Good morning, Mr. Chair and members of the committee. Thank you for the invitation to be with you today as you continue this important study on the supply chains.
My name is Marko Dekovic, and I'm the vice-president of public affairs with GCT Global Container Terminals. I'm speaking to you from the traditional and treaty territories of the Coast Salish people in British Columbia.
GCT is headquartered in Vancouver and operates two container terminals. GCT Vanterm, with a capacity of about 850,000 TEUs, is located in Burrard Inlet in downtown Vancouver. The other terminal is GCT Deltaport, at Roberts Bank near the city of Delta, with a current capacity of 2.4 million TEUs. This is currently Canada's largest container terminal, but Prince Rupert's Fairview terminal is quickly catching up to us. We are anchor tenants of the Vancouver Fraser Port Authority.
GCT is a majority Canadian-owned company, with three institutional investor shareholders: Ontario Teachers' Pension Plan, British Columbia Investment Management Corporation, and IFM Investors. Our shareholders are long-term, experienced infrastructure investors, committed to world growth of trade infrastructure in Canada and abroad.
As a result of our history, dating back to 1907, and our experience in the marine transportation sector, we are uniquely positioned to provide input to your committee on this study, which is focused on how to strengthen Canada's supply chain.

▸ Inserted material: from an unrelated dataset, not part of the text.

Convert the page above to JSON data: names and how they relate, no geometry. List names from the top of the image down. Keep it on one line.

First, with regard to the effects of the pandemic and climate change on the supply chain, there can be no doubt that the last two years have brought a series of major disruptions to the overall logistics network, be that from rapid contraction as manufacturing and ports in Asia went into shutdown, or the extreme bounceback as things started opening up and consumers shifted their demands.
Canada is not immune to global supply chain challenges. We have seen them materialize in manufacturing, trucking, raw material supply and inland storage and distribution. Moreover, the extreme weather in B.C., namely devastating flooding and forest fires, furthered the problem of the closing of rail lines, resulting in backup of cargo ships at anchorages in the Port of Vancouver. The impacts are disruptions across the supply chain, increases in shipping costs, and longer delivery times.

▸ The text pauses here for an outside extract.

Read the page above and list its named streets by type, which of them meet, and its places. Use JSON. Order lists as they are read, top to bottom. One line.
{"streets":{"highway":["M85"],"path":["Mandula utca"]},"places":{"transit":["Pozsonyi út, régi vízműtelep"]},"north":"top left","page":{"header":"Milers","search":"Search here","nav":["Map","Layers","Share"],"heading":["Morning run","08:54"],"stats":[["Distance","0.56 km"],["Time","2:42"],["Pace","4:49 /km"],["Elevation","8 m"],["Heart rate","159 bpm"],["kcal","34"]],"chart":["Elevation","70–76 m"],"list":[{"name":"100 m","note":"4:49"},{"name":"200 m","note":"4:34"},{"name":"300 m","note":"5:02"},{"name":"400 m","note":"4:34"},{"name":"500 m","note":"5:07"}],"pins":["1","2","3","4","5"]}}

However, it is important to note that container capacity at the marine terminals of Canada's west coast has not been a contributing factor. There is plenty of container terminal capacity in the system. In fact, Canada's Pacific gateway has done an exceptional job of handling pandemic-driven surges, thanks to a history of incremental, smart, market-driven investments by terminal operators and industry collaboration, such as data sharing, truck reservations and others, all supported by the hard work of essential supply chain workers.

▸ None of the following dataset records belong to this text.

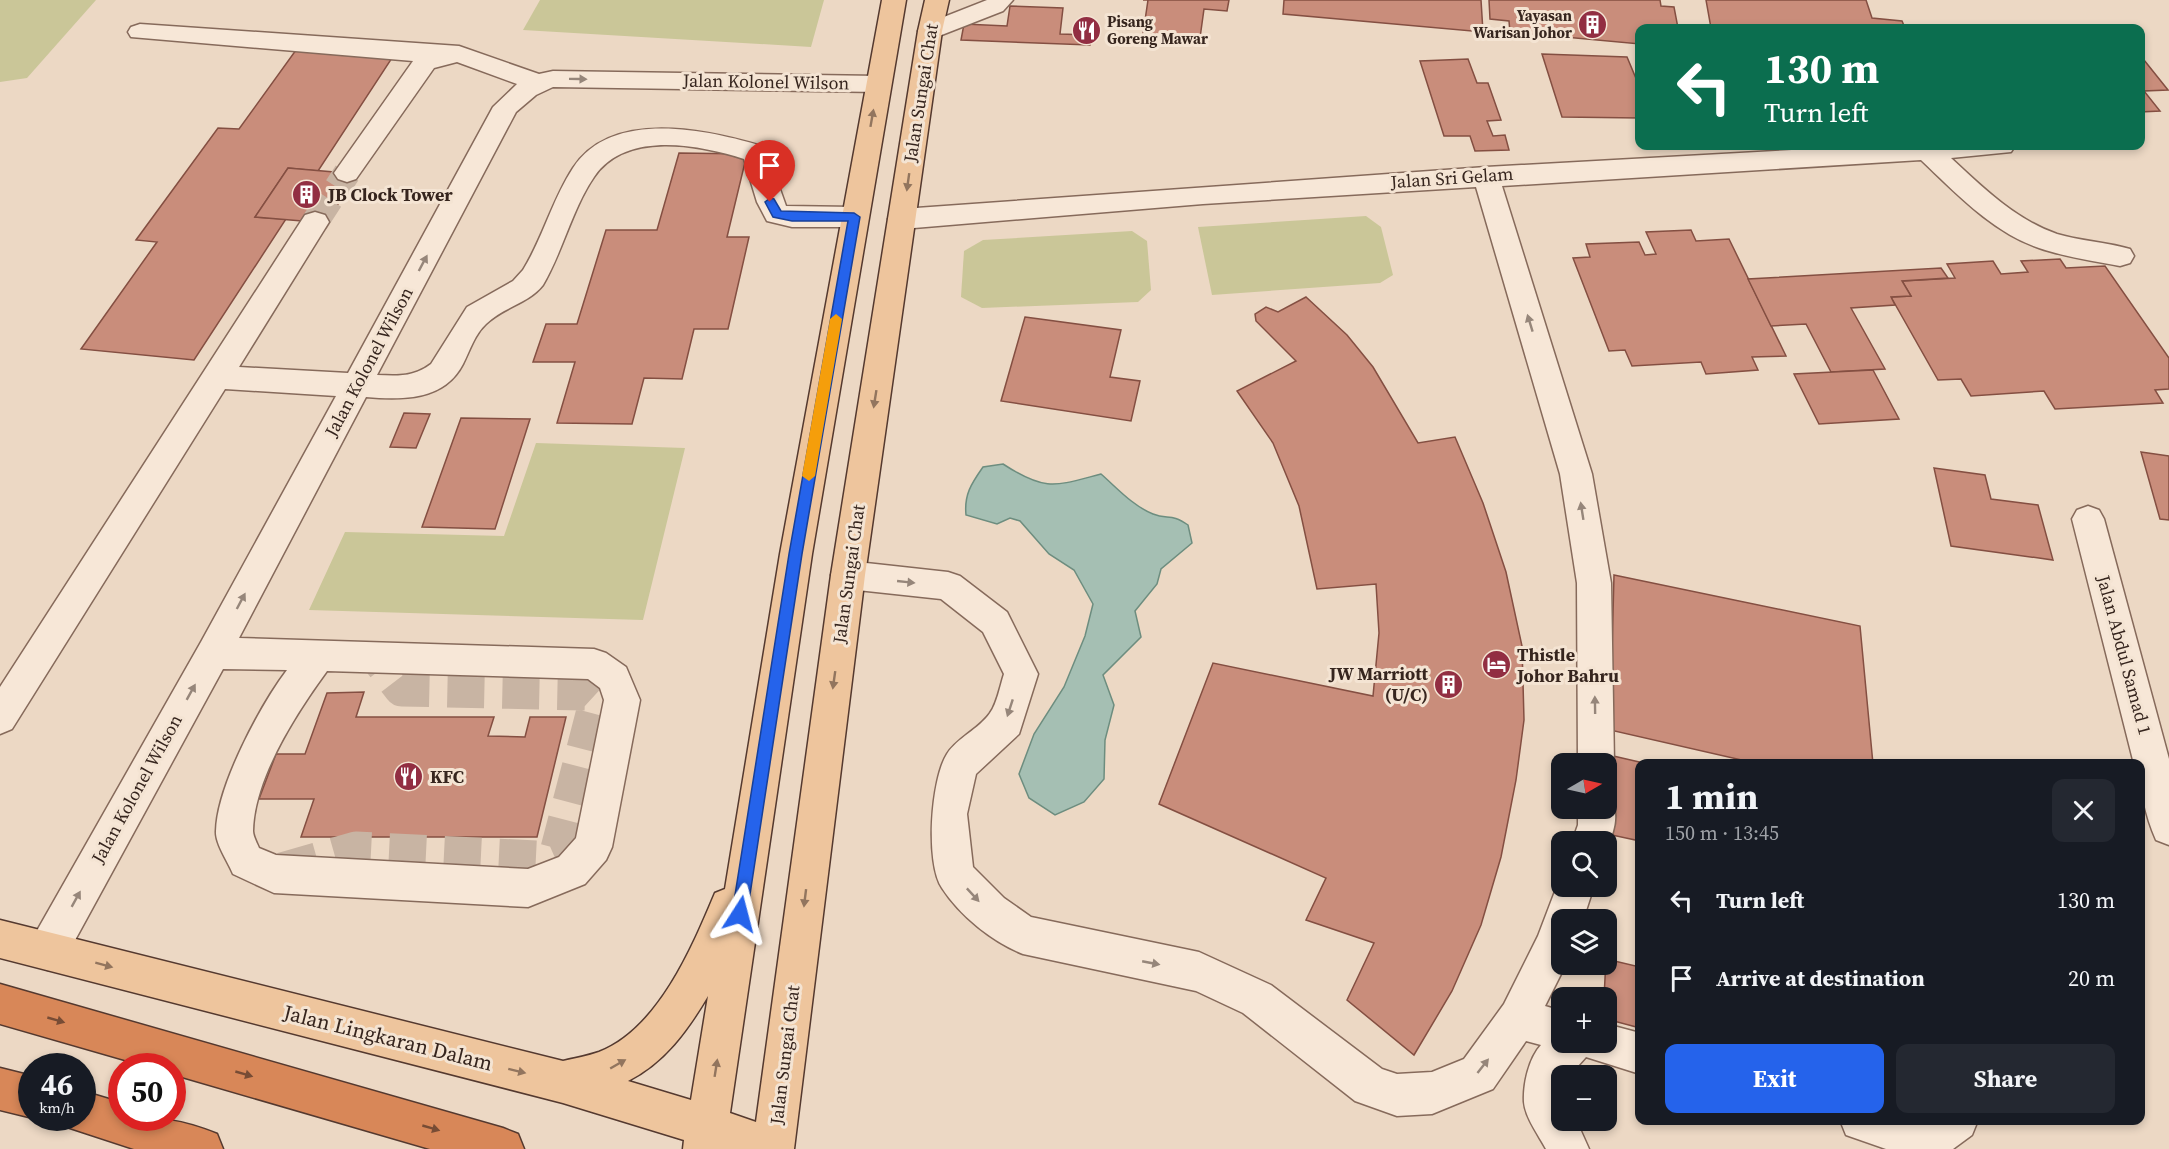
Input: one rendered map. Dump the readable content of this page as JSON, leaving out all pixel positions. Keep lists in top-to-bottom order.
{
  "streets": {
    "main road": ["Jalan Sungai Chat", "Jalan Lingkaran Dalam"],
    "street": ["Jalan Kolonel Wilson", "Jalan Sri Gelam", "Jalan Abdul Samad 1"]
  },
  "crossings": [
    ["Jalan Kolonel Wilson", "Jalan Lingkaran Dalam"],
    ["Jalan Sungai Chat", "Jalan Sri Gelam"],
    ["Jalan Sungai Chat", "Jalan Lingkaran Dalam"]
  ],
  "one_way": ["Jalan Lingkaran Dalam"],
  "places": {
    "building": ["Yayasan Warisan Johor", "JB Clock Tower", "JW Marriott (U/C)"],
    "restaurant": ["Pisang Goreng Mawar", "KFC"],
    "hotel": ["Thistle Johor Bahru"]
  },
  "north": "right",
  "page": {
    "turn": ["130 m", "Turn left"],
    "map_buttons": ["+", "−"],
    "heading": ["1 min", "150 m · 13:45"],
    "list": [
      {
        "name": "Turn left",
        "value": "130 m"
      },
      {
        "name": "Arrive at destination",
        "value": "20 m"
      }
    ],
    "buttons": ["Exit", "Share"],
    "speed": "46 km/h",
    "limit": "50"
  }
}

As such, the supply chain challenges we have witnessed point to a need to solve a broader issue—building resiliency to ensure reliable operations at port terminals across the country and avoid more climate-related impacts and disruptions within supply chains. Our recommendation is that the government should invest in off-terminal, common-user, trade-enabling infrastructure that drives resiliency. The supply chain is only as strong as our weakest link. As we have experienced, having one road and rail corridor going through Canada's Rockies, which can be washed away due to climate change, is clearly a gap that government needs to address.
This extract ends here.